[Data excerpts]
##########
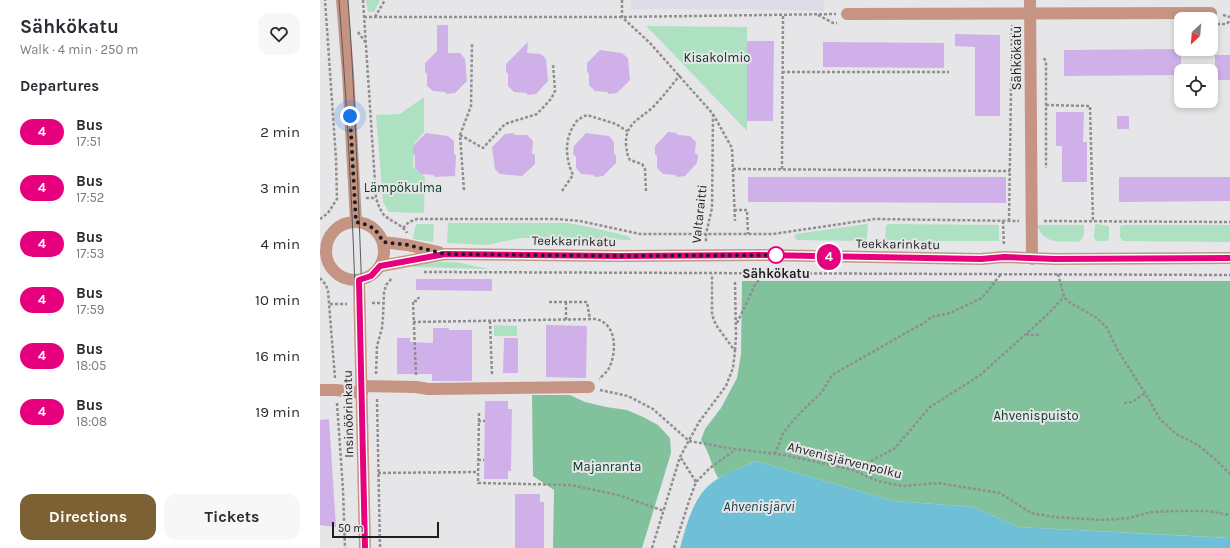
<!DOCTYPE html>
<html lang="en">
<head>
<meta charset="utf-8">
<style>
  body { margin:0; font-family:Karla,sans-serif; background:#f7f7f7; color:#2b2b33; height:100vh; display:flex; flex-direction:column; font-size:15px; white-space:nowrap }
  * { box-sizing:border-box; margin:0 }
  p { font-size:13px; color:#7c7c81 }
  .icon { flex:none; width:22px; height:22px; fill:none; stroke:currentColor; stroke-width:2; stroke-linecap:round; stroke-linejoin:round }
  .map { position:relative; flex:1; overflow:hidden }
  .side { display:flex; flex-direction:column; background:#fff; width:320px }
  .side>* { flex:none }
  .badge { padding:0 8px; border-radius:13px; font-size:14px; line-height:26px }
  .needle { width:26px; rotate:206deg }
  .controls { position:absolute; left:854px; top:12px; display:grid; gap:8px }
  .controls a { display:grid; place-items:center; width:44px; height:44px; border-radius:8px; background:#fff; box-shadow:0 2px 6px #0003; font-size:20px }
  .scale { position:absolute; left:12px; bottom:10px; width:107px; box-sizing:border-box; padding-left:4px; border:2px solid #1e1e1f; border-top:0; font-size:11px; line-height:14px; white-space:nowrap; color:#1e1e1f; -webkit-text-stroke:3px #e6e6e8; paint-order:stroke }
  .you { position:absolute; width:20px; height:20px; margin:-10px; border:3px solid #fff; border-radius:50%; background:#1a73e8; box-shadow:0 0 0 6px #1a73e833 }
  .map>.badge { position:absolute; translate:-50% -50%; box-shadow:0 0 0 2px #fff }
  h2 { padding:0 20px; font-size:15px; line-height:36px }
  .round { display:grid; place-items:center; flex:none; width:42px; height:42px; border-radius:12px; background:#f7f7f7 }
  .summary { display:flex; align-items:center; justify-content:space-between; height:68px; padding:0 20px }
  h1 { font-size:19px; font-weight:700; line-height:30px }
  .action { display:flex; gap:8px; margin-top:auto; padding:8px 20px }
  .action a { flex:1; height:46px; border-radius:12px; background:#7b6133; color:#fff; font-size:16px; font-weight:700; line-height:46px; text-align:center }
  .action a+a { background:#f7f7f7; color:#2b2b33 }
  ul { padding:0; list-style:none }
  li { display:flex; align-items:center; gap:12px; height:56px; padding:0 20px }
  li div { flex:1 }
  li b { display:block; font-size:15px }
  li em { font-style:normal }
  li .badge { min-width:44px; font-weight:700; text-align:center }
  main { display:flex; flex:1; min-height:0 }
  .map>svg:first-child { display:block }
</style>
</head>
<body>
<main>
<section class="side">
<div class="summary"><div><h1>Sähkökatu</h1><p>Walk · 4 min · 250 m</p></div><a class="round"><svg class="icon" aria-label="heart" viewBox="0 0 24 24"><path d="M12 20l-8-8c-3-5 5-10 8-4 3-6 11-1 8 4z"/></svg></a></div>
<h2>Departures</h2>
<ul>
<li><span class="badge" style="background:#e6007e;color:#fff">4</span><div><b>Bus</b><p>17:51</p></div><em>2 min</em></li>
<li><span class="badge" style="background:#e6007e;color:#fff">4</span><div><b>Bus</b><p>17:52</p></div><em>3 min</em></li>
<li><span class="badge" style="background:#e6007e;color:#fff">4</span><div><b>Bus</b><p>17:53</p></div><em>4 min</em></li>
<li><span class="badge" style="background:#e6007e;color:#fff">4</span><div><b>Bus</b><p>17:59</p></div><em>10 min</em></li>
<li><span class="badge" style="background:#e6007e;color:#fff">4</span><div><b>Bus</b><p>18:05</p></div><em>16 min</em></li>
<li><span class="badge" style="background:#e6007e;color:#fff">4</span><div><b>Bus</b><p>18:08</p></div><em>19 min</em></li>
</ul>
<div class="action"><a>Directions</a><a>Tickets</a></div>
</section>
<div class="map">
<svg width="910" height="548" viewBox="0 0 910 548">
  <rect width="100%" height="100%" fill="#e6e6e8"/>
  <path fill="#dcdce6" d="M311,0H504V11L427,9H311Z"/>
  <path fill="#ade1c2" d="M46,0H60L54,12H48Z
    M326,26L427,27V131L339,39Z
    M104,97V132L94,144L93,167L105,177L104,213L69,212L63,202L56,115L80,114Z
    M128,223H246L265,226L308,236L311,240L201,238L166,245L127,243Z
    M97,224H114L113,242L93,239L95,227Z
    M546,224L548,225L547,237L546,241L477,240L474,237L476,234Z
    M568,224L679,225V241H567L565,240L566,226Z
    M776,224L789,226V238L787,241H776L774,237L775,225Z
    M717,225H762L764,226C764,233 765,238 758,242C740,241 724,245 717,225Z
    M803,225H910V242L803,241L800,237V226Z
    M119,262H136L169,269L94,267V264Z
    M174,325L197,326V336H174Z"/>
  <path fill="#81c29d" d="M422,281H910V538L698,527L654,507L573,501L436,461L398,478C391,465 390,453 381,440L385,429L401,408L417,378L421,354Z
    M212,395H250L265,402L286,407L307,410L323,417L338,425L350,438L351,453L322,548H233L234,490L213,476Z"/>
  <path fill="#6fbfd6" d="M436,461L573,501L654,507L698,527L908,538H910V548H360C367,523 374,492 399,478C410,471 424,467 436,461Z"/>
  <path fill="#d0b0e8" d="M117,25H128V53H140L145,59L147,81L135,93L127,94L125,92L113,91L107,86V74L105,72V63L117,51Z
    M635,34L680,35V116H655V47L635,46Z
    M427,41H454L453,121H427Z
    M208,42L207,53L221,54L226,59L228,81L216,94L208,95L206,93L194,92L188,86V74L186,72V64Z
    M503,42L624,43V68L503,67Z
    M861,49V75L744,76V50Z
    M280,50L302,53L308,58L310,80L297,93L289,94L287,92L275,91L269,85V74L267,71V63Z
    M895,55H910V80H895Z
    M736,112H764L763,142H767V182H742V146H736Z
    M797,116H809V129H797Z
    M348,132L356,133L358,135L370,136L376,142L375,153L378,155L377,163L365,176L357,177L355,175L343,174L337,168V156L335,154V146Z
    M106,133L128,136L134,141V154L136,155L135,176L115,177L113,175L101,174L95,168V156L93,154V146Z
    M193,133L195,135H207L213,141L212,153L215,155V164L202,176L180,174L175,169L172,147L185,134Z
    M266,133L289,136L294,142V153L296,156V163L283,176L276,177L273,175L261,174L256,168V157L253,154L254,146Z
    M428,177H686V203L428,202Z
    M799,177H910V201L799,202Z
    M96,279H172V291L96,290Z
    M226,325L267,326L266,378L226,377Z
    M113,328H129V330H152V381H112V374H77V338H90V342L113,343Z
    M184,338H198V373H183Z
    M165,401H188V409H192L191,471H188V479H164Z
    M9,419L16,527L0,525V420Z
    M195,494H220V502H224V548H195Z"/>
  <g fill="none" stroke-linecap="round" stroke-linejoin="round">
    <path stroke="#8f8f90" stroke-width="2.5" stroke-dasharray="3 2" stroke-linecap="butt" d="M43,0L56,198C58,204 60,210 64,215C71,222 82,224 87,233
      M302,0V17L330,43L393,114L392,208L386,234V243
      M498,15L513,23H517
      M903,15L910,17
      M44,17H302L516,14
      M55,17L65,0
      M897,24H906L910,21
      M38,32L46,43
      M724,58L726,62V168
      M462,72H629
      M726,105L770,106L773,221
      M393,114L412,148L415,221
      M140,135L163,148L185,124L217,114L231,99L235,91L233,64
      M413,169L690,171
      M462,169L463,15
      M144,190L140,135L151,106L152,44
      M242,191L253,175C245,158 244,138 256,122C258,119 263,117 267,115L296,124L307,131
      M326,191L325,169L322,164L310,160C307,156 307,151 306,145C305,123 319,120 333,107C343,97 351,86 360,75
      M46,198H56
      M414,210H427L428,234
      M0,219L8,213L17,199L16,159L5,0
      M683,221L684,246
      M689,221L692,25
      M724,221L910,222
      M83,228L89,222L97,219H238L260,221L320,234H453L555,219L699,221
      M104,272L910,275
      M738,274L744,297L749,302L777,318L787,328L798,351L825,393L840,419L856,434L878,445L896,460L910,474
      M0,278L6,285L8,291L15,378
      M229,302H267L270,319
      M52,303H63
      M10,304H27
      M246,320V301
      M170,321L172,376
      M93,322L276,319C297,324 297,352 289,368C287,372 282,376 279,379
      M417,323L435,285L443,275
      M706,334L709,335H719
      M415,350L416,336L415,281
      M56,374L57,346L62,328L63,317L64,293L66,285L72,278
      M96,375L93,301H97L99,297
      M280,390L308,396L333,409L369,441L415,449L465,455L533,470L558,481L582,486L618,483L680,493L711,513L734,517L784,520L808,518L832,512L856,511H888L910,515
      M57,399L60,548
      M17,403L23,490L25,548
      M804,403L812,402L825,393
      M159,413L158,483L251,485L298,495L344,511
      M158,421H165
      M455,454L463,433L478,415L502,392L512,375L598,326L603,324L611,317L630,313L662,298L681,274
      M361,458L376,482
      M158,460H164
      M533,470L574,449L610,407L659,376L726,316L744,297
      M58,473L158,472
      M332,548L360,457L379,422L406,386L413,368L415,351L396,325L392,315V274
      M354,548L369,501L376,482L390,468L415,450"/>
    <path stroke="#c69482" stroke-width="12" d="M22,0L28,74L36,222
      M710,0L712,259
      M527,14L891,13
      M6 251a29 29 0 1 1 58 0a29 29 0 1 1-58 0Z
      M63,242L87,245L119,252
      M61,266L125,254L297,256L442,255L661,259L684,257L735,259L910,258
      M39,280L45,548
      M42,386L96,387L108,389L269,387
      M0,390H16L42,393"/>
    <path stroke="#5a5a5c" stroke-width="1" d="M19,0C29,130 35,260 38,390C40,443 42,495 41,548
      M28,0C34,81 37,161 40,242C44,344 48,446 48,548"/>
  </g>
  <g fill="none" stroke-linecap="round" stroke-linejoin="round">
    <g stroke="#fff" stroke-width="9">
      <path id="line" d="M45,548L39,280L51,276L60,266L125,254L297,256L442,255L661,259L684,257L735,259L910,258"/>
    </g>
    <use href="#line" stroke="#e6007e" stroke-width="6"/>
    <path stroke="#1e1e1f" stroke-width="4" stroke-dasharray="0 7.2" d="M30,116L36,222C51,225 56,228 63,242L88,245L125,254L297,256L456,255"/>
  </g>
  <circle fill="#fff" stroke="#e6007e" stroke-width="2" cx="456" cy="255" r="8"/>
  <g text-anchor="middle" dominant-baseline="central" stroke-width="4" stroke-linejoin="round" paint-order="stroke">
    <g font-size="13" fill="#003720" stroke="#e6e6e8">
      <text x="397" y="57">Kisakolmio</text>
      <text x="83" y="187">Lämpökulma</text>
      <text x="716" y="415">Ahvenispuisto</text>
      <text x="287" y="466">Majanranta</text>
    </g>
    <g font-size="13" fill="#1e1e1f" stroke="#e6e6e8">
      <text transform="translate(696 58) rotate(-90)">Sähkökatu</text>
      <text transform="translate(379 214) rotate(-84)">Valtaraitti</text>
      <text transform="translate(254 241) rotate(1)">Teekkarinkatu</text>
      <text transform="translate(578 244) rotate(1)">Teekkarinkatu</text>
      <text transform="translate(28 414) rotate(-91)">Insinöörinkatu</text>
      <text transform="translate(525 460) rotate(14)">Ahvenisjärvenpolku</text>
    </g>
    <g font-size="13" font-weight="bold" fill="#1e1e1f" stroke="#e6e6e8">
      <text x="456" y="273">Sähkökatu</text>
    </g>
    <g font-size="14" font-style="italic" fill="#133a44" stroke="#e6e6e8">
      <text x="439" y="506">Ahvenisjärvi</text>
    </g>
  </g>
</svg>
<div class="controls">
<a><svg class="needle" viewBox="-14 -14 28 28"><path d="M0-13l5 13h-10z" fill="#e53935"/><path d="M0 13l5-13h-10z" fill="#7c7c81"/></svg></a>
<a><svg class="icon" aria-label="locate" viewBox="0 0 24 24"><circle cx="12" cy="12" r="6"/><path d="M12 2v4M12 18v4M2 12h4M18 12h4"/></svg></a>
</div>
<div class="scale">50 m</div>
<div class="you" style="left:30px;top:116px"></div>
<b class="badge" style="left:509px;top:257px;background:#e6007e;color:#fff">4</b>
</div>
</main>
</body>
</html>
##########
PROBLEM DETAILS: What is asked for is an exact copy of the lines above from the one containing "M895,55H910V80H895Z" through the one containing "M724,58L726,62V168", and only those.

OUTPUT BELOW:
    M895,55H910V80H895Z
    M736,112H764L763,142H767V182H742V146H736Z
    M797,116H809V129H797Z
    M348,132L356,133L358,135L370,136L376,142L375,153L378,155L377,163L365,176L357,177L355,175L343,174L337,168V156L335,154V146Z
    M106,133L128,136L134,141V154L136,155L135,176L115,177L113,175L101,174L95,168V156L93,154V146Z
    M193,133L195,135H207L213,141L212,153L215,155V164L202,176L180,174L175,169L172,147L185,134Z
    M266,133L289,136L294,142V153L296,156V163L283,176L276,177L273,175L261,174L256,168V157L253,154L254,146Z
    M428,177H686V203L428,202Z
    M799,177H910V201L799,202Z
    M96,279H172V291L96,290Z
    M226,325L267,326L266,378L226,377Z
    M113,328H129V330H152V381H112V374H77V338H90V342L113,343Z
    M184,338H198V373H183Z
    M165,401H188V409H192L191,471H188V479H164Z
    M9,419L16,527L0,525V420Z
    M195,494H220V502H224V548H195Z"/>
  <g fill="none" stroke-linecap="round" stroke-linejoin="round">
    <path stroke="#8f8f90" stroke-width="2.5" stroke-dasharray="3 2" stroke-linecap="butt" d="M43,0L56,198C58,204 60,210 64,215C71,222 82,224 87,233
      M302,0V17L330,43L393,114L392,208L386,234V243
      M498,15L513,23H517
      M903,15L910,17
      M44,17H302L516,14
      M55,17L65,0
      M897,24H906L910,21
      M38,32L46,43
      M724,58L726,62V168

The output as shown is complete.